The government has now set a growth target of between 6% to 6.5% for this year down from a target of “around 6.5%” last year due to headwinds such as the trade war with the United States, already high debt levels and financing bottlenecks for private firms.
According to economists at Morgan Stanley, in order for China to achieve its previously set target of doubling the size of its economy from 2010 to 2020, China needs a growth of 6.2% for this year. To achieve this, the Chinese government will pursue a proactive fiscal policy with greater intensity and overall government expenditure is expected to increase to over RMB 23 trillion, up 6.5% from last year.

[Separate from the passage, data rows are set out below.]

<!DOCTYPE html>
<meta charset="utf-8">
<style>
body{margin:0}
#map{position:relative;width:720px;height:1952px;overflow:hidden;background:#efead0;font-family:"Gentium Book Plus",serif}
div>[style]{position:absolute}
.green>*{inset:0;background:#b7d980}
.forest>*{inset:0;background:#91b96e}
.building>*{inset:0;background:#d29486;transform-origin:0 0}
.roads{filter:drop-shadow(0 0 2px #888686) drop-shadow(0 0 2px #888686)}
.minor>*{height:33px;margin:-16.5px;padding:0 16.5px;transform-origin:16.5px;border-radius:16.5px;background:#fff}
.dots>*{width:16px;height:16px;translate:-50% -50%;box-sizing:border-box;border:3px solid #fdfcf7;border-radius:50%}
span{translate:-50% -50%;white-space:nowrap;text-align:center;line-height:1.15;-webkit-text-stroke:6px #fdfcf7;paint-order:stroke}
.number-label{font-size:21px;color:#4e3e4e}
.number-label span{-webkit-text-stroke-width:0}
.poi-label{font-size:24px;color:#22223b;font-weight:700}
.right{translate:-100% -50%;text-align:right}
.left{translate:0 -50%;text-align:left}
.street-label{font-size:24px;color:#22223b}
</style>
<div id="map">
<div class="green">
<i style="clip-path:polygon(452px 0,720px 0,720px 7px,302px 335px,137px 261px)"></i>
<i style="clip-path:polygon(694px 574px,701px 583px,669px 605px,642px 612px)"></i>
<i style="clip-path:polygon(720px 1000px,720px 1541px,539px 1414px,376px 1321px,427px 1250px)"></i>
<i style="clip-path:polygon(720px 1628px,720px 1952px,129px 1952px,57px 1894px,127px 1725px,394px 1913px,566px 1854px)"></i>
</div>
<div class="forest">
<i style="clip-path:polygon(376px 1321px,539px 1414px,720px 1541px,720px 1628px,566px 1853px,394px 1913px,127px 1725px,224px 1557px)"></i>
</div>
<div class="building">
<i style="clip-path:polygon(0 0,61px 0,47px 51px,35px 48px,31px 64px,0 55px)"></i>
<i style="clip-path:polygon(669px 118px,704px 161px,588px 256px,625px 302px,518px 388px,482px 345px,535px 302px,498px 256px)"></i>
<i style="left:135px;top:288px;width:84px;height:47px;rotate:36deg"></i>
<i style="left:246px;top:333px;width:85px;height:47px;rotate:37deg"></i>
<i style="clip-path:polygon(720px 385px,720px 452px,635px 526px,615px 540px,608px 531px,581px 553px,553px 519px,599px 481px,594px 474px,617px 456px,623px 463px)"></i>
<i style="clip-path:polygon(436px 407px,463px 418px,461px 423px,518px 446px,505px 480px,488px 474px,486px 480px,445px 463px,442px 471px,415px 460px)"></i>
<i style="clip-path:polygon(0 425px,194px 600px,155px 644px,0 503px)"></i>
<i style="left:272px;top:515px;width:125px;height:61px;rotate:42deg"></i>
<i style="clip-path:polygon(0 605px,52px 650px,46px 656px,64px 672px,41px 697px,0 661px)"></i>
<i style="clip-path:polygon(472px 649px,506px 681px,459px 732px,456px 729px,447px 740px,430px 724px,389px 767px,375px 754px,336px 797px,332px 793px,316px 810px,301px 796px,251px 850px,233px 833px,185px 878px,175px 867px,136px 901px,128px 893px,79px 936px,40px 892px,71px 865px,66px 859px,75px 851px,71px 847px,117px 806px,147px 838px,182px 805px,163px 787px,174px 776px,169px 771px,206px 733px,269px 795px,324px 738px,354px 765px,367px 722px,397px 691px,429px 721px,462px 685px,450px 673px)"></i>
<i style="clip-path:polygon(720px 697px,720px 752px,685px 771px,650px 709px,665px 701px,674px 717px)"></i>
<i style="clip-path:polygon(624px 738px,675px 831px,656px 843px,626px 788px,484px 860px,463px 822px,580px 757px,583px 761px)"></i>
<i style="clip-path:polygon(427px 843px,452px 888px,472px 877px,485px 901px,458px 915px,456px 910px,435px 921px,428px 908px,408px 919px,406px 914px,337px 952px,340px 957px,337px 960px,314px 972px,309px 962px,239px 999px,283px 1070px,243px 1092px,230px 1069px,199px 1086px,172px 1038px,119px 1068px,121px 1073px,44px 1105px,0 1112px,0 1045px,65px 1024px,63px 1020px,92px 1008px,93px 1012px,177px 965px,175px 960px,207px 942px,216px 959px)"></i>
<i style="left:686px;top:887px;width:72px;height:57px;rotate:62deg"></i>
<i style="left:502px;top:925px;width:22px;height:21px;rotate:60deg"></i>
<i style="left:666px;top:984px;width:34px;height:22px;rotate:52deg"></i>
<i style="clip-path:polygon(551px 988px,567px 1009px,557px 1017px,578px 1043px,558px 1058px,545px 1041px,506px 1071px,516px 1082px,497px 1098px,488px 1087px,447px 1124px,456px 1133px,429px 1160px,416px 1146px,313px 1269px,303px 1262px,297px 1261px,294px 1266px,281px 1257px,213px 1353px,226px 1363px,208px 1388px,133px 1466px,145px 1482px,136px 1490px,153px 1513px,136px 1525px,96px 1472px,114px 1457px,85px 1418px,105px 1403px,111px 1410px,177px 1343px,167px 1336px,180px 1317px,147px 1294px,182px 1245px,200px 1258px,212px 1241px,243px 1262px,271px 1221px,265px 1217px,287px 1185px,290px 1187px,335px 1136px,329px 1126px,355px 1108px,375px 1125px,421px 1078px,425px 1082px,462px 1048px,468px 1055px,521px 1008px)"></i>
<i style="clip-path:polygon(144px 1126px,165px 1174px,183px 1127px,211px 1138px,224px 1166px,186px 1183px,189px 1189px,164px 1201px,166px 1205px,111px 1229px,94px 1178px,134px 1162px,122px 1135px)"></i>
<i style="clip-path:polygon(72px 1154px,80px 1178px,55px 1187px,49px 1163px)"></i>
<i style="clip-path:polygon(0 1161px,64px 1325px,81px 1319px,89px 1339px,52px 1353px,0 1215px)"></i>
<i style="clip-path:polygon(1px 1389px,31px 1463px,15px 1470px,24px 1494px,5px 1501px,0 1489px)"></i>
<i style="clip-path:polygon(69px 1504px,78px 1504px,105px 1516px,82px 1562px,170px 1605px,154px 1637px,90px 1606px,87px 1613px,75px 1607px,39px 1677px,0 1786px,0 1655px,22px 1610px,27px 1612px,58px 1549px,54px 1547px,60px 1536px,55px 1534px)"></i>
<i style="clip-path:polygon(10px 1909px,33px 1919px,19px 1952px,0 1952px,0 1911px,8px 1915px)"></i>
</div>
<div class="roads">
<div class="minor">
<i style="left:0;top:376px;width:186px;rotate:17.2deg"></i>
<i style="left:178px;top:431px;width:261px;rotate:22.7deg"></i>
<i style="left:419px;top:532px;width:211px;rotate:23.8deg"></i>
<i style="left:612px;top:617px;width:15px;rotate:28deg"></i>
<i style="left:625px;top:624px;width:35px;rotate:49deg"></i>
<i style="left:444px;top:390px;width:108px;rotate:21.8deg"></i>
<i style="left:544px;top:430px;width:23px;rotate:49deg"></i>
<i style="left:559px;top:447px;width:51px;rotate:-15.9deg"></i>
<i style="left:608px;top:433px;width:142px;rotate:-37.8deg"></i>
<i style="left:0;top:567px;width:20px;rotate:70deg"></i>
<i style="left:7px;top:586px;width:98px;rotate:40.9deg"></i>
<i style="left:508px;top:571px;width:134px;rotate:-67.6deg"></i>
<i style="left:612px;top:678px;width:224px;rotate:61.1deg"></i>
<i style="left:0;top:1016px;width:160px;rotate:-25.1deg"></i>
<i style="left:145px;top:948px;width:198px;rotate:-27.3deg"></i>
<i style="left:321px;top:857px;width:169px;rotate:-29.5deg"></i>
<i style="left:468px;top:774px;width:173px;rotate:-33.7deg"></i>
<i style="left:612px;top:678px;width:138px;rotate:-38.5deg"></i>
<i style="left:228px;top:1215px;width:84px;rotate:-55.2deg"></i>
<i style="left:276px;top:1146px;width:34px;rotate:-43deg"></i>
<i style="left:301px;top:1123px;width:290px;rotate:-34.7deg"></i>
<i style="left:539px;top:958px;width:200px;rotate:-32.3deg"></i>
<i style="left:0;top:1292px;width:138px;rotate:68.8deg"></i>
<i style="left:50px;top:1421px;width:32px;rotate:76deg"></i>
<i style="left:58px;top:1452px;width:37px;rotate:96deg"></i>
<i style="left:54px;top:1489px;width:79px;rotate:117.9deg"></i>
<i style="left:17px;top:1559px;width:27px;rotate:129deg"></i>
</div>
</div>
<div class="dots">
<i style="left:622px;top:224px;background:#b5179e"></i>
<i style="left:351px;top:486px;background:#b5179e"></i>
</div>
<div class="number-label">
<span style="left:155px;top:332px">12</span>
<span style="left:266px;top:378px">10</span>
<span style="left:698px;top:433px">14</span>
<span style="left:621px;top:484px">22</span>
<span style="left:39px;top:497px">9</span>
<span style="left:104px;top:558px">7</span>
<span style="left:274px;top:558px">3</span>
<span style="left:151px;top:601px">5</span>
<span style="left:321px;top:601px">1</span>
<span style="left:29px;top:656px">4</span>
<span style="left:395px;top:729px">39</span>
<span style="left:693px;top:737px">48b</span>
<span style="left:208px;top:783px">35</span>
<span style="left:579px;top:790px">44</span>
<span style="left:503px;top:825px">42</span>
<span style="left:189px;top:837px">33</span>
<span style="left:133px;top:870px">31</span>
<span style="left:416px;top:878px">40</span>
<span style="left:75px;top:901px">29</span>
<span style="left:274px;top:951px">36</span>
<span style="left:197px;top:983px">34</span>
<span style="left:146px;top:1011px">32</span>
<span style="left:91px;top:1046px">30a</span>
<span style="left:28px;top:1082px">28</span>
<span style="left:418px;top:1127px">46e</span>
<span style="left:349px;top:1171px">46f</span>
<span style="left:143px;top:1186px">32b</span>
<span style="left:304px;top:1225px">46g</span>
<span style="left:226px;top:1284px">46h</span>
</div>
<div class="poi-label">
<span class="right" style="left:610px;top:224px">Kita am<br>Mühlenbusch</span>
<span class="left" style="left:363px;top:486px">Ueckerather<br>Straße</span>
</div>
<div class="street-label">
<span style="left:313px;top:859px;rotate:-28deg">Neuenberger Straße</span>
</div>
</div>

At the same time, the Chinese government will continue to employ “prudent” monetary policies and increases in M2 money supply will come in line with nominal GDP growth. Once again, Premier Li Keqiang denied rumors of the central bank potentially engaging in massive stimulus campaigns to boost growth.
This year, the government’s “employment-first” jobs policy will also be elevated to become a macro policy for the first time, highlighting the emphasis placed on maintaining employment growth and employment rates.
Employment is an important cornerstone in maintaining stable and healthy growth for the country and the government aims to create 11 million new urban jobs this year, compared to the actual 13.6 million jobs created last year. Target for urban unemployment rate was set at about 5.5%, compared to last year’s actual 5.1%.
Inflation is aimed to be kept at under 3% this year, the same cap set by the government last year.
This year, challenges and economic headwinds faced by China are significantly more complicated than before and downward pressure on the Chinese economy during the first half of this year will likely be high as the impact of US tariffs will have their effects fully felt on the national economy.